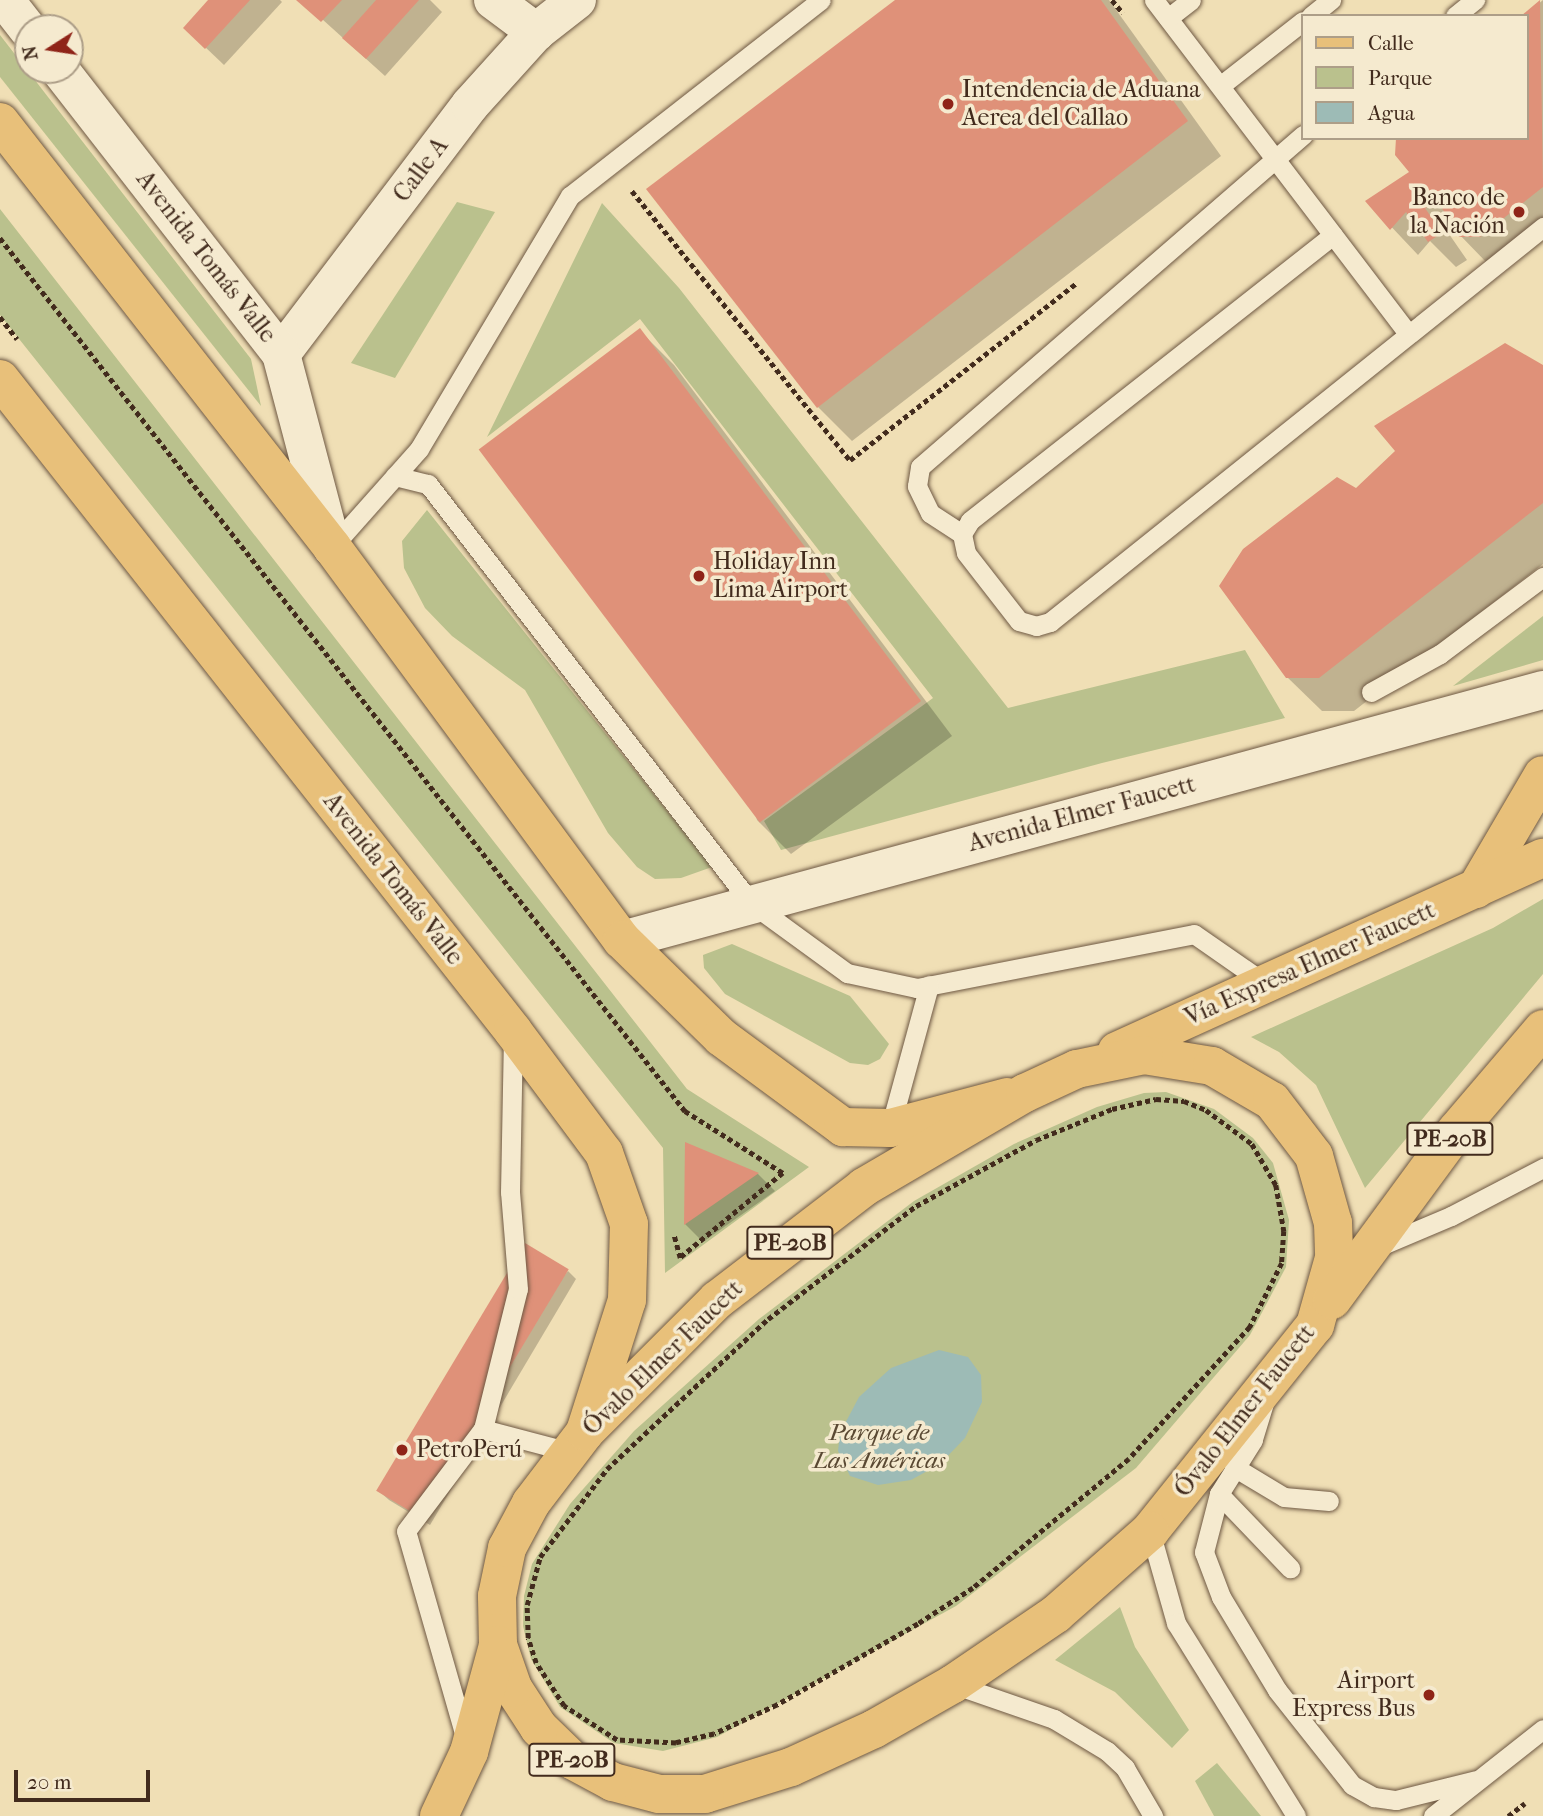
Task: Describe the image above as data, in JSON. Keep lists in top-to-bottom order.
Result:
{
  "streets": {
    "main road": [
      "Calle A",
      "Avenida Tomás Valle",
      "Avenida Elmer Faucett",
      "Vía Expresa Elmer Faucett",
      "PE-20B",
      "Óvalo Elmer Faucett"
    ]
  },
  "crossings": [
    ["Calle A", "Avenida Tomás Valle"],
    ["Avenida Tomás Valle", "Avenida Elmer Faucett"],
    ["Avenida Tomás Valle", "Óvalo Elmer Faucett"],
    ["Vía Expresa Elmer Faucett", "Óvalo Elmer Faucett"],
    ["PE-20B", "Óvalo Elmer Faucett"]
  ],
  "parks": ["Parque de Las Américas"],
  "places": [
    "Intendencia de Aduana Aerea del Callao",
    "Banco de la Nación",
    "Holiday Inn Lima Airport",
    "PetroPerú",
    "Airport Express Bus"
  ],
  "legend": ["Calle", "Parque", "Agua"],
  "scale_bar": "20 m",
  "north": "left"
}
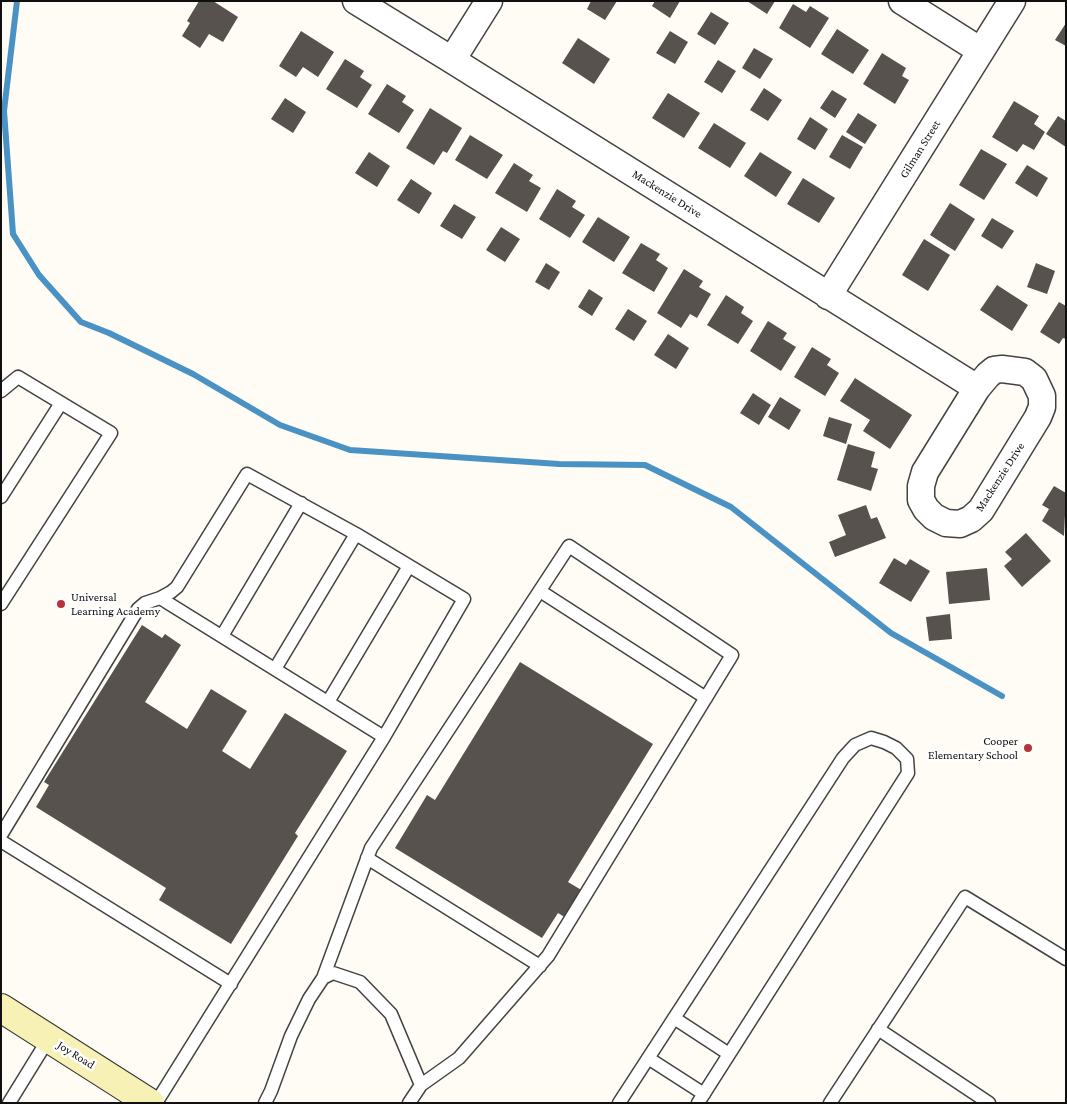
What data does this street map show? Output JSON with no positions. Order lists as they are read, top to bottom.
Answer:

※

**Task directions**
Tally the lines in the records above that contain the word "data", and give only that number.

**Task answer**
2